The example design implements DEFLATE, a lossless data compression algorithm essential to many storage and networking applications. The example is written in SYCL and compiled using the oneAPI Data Parallel C++ (DPC++) Compiler, demonstrating a significant acceleration in compression times with compelling compression ratio.

How FPGAs Work

FPGAs are reconfigurable devices consisting of many low-level compute and storage elements (e.g., adders/multipliers, logic operations, memories) structured as a 2D array and connected by reconfigurable routing. These elements can form complex compute pipelines and specialized on-chip memory systems. In contrast to traditional architectures, which are designed to execute generic code, FPGAs can be reconfigured to implement custom architectures that boost the performance of a target application. For example, FPGAs can implement specialized compute pipelines that can execute an entire loop iteration every clock cycle. FPGAs fit well in an acceleration model, with off-chip attached memory (e.g., DDR4) and connectivity to a host CPU (e.g., through PCIe).
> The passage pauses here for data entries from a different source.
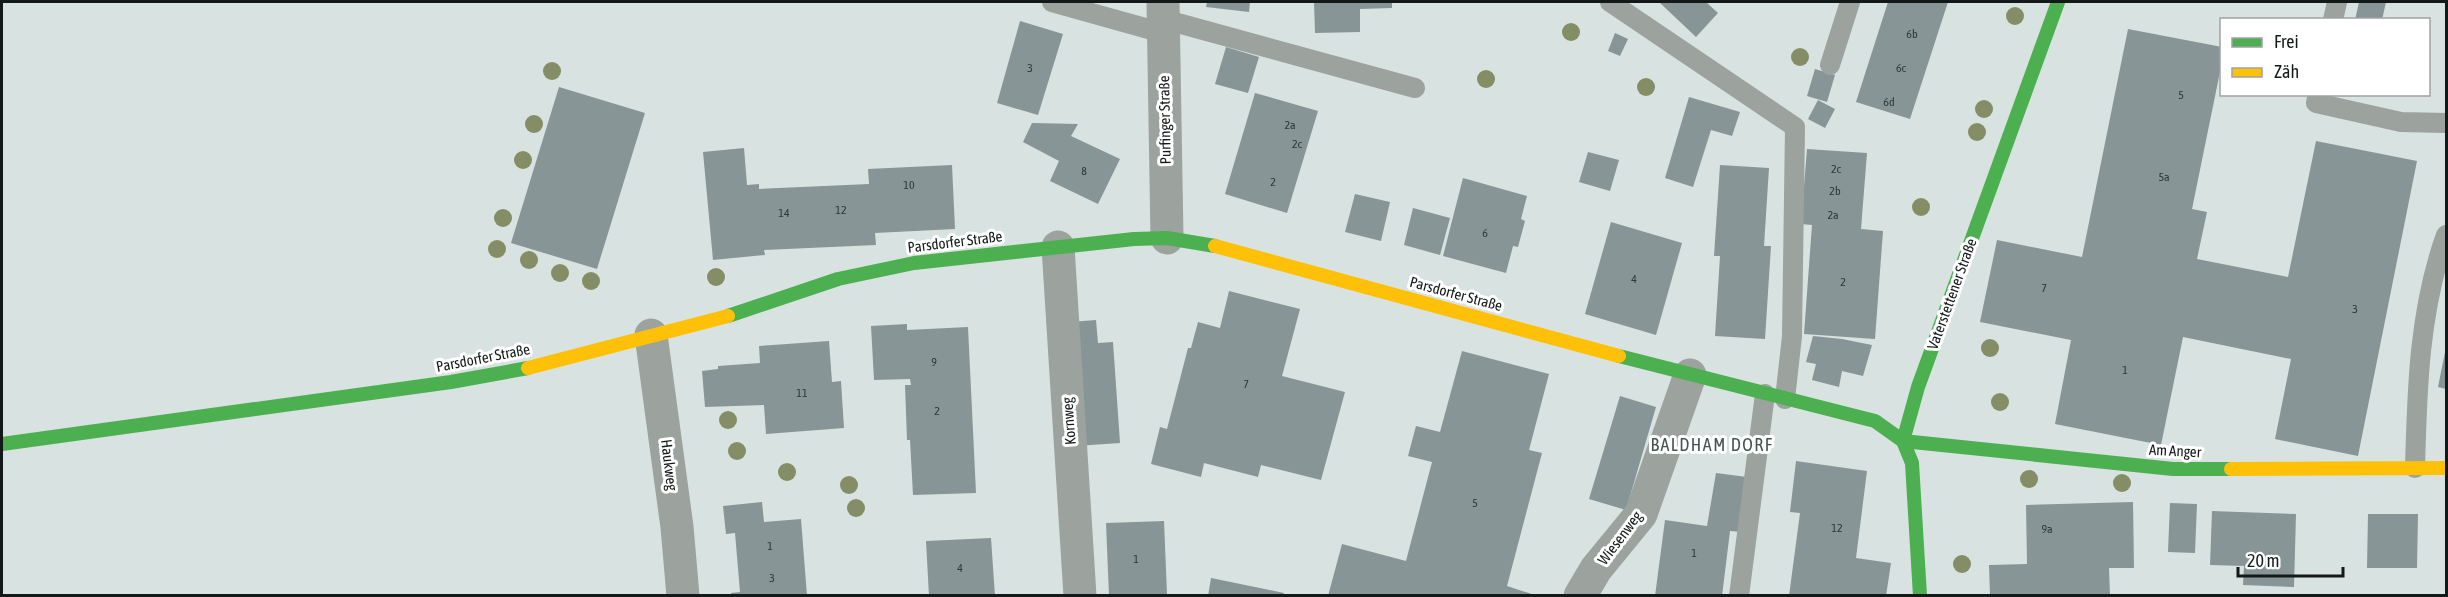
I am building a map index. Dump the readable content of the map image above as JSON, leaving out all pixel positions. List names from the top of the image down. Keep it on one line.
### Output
{"streets":{"street":["Purfinger Straße","Parsdorfer Straße","Vaterstettener Straße","Kornweg","Am Anger","Haukweg","Wiesenweg"]},"crossings":[["Purfinger Straße","Parsdorfer Straße"],["Parsdorfer Straße","Vaterstettener Straße"],["Parsdorfer Straße","Kornweg"],["Parsdorfer Straße","Am Anger"],["Parsdorfer Straße","Haukweg"],["Parsdorfer Straße","Wiesenweg"],["Vaterstettener Straße","Am Anger"]],"districts":["BALDHAM DORF"],"house_numbers":["6b","3","6c","5","6d","2a","2c","2c","8","5a","2","10","2b","12","14","2a","6","4","2","7","3","9","1","7","11","2","5","12","9a","1","1","1","4","3"],"legend":["Frei","Zäh"],"scale_bar":"20 m"}
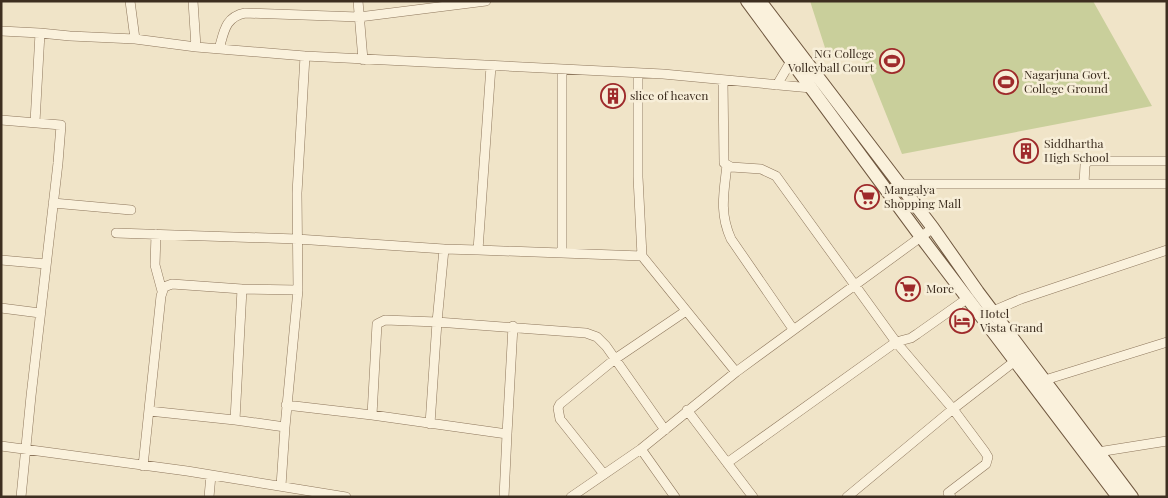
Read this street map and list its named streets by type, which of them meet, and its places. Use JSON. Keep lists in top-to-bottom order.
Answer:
{
  "places": {
    "sports": ["NG College Volleyball Court", "Nagarjuna Govt. College Ground"],
    "building": ["slice of heaven", "Siddhartha High School"],
    "supermarket": ["Mangalya Shopping Mall", "More"],
    "hotel": ["Hotel Vista Grand"]
  }
}
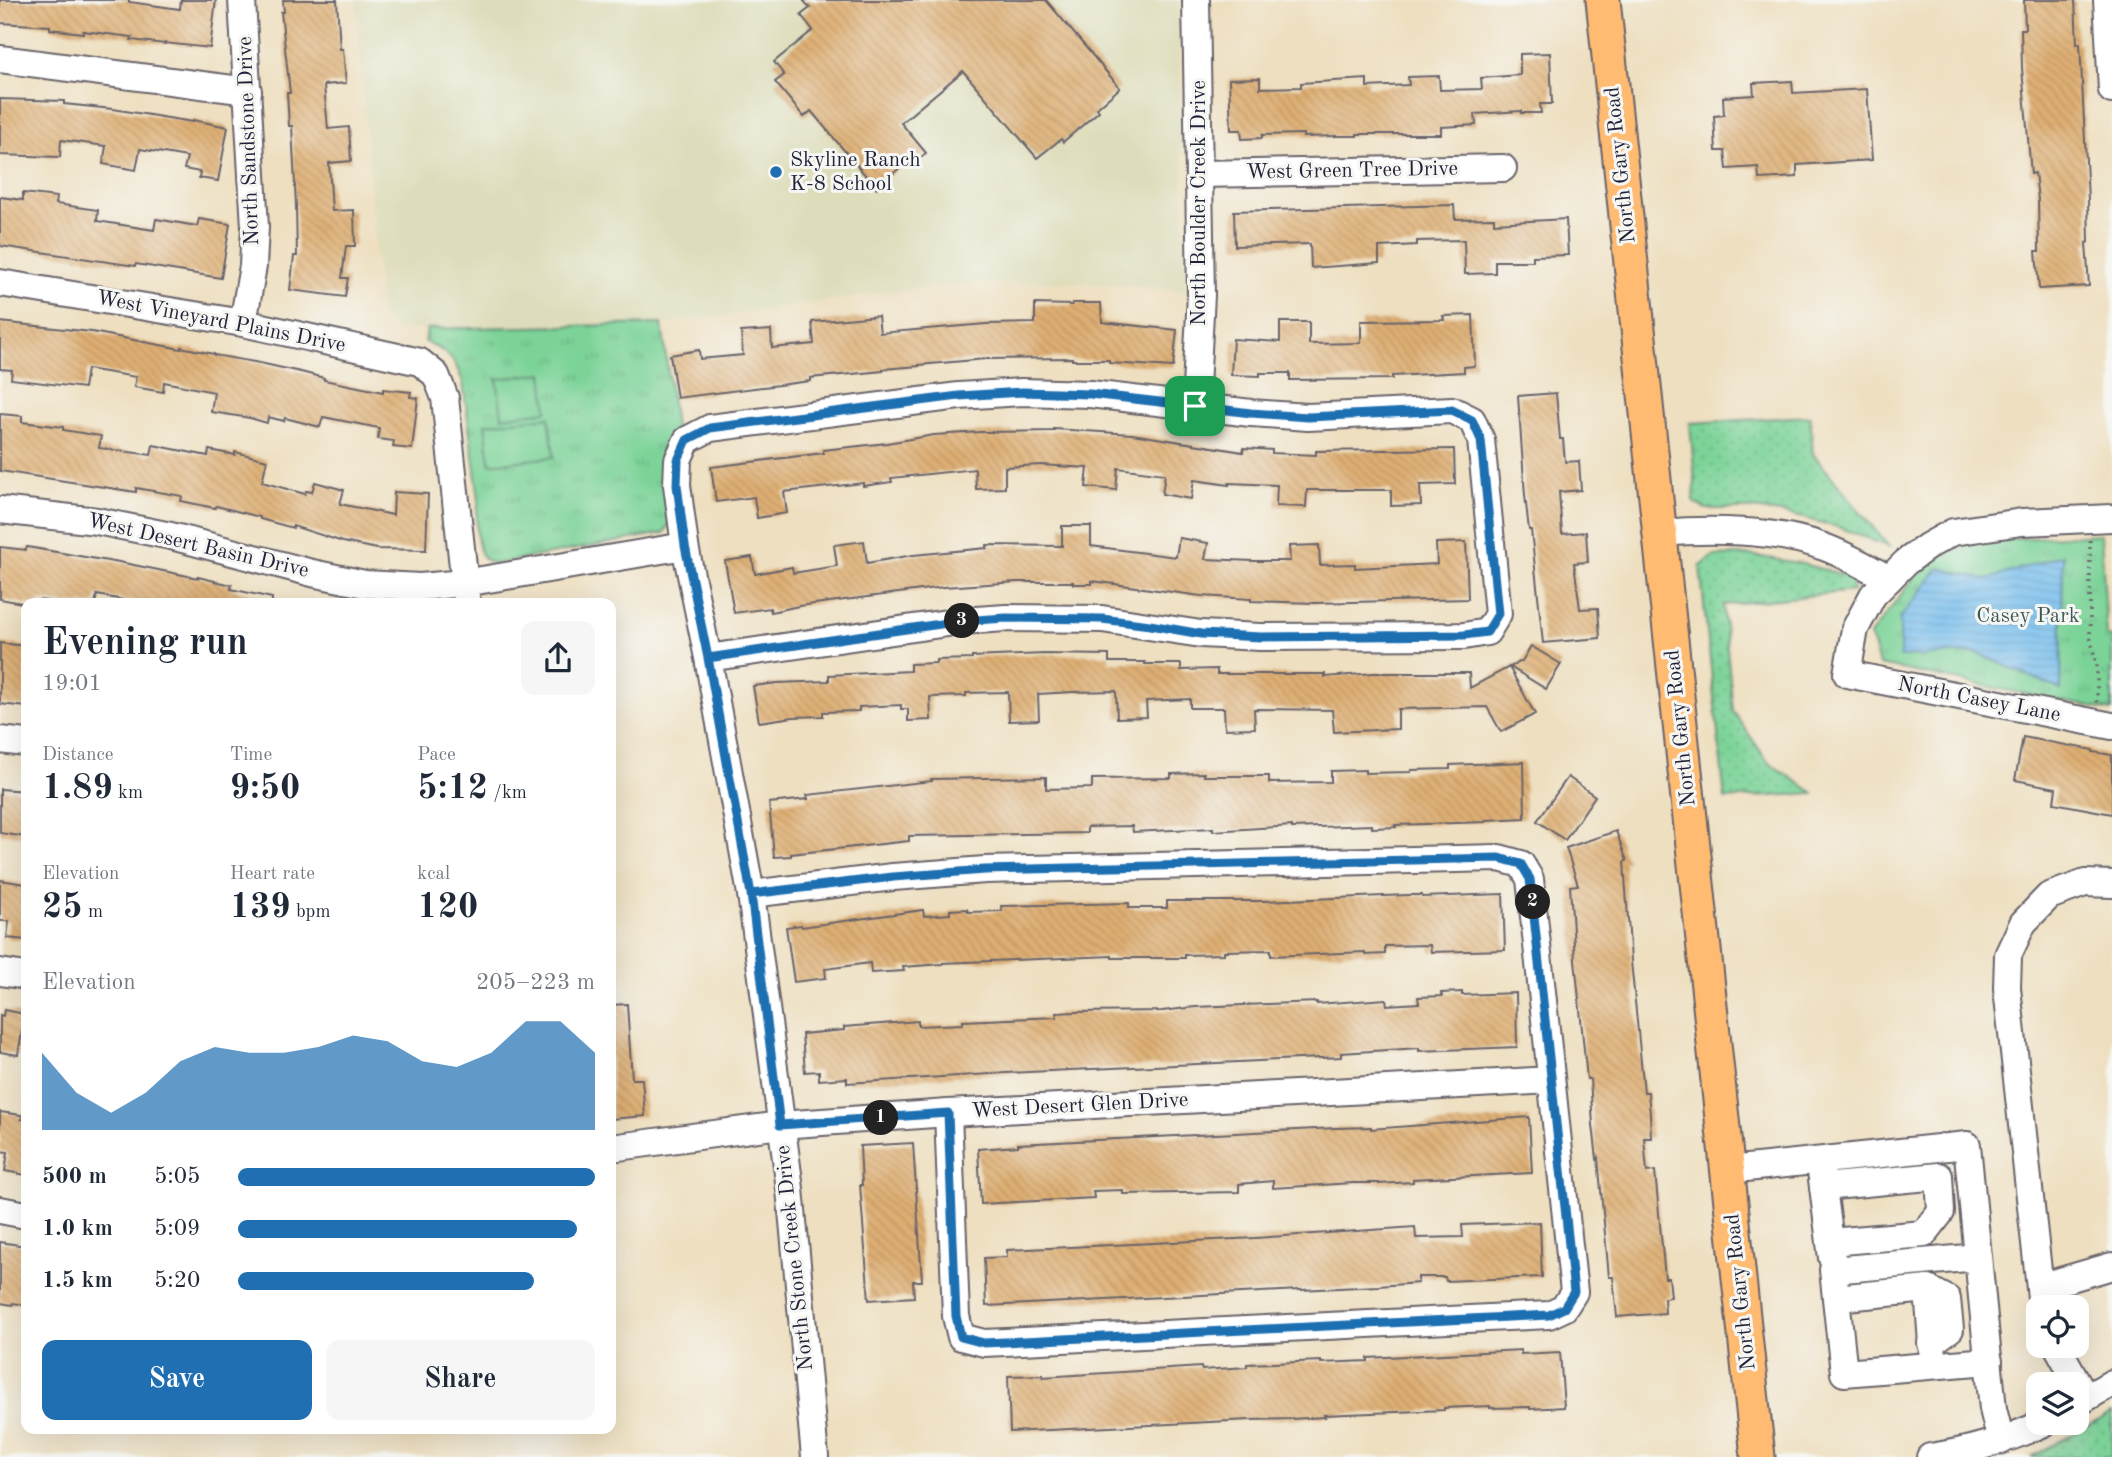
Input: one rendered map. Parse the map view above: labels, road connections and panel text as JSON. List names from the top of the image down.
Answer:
{
  "streets": {
    "main road": ["North Gary Road"],
    "street": [
      "North Sandstone Drive",
      "West Green Tree Drive",
      "North Boulder Creek Drive",
      "West Vineyard Plains Drive",
      "West Desert Basin Drive",
      "North Casey Lane",
      "West Desert Glen Drive",
      "North Stone Creek Drive"
    ]
  },
  "crossings": [
    ["North Sandstone Drive", "West Vineyard Plains Drive"],
    ["West Green Tree Drive", "North Boulder Creek Drive"],
    ["North Boulder Creek Drive", "North Stone Creek Drive"],
    ["West Vineyard Plains Drive", "West Desert Basin Drive"],
    ["West Desert Basin Drive", "North Stone Creek Drive"],
    ["West Desert Glen Drive", "North Stone Creek Drive"]
  ],
  "parks": ["Casey Park"],
  "places": ["Skyline Ranch K-8 School"],
  "page": {
    "heading": ["Evening run", "19:01"],
    "pins": ["3", "2", "1"],
    "stats": [
      ["Distance", "1.89 km"],
      ["Time", "9:50"],
      ["Pace", "5:12 /km"],
      ["Elevation", "25 m"],
      ["Heart rate", "139 bpm"],
      ["kcal", "120"]
    ],
    "chart": ["Elevation", "205–223 m"],
    "list": [
      {
        "name": "500 m",
        "note": "5:05"
      },
      {
        "name": "1.0 km",
        "note": "5:09"
      },
      {
        "name": "1.5 km",
        "note": "5:20"
      }
    ],
    "buttons": ["Save", "Share"]
  }
}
DPC++ Compilation to FPGAs

The FPGA backend of the DPC++ Compiler produces a bitstream that reconfigures the FPGA for the given code. Each kernel in the SYCL program is implemented using a subset of the FPGA resources. All implemented kernels can execute concurrently.

Within a kernel, each loop body is translated to a deep and specialized pipeline that contains all the functional units required to process an entire loop iteration. Conditional statements are refactored as predicated execution. Traversing the pipeline once executes an entire loop iteration.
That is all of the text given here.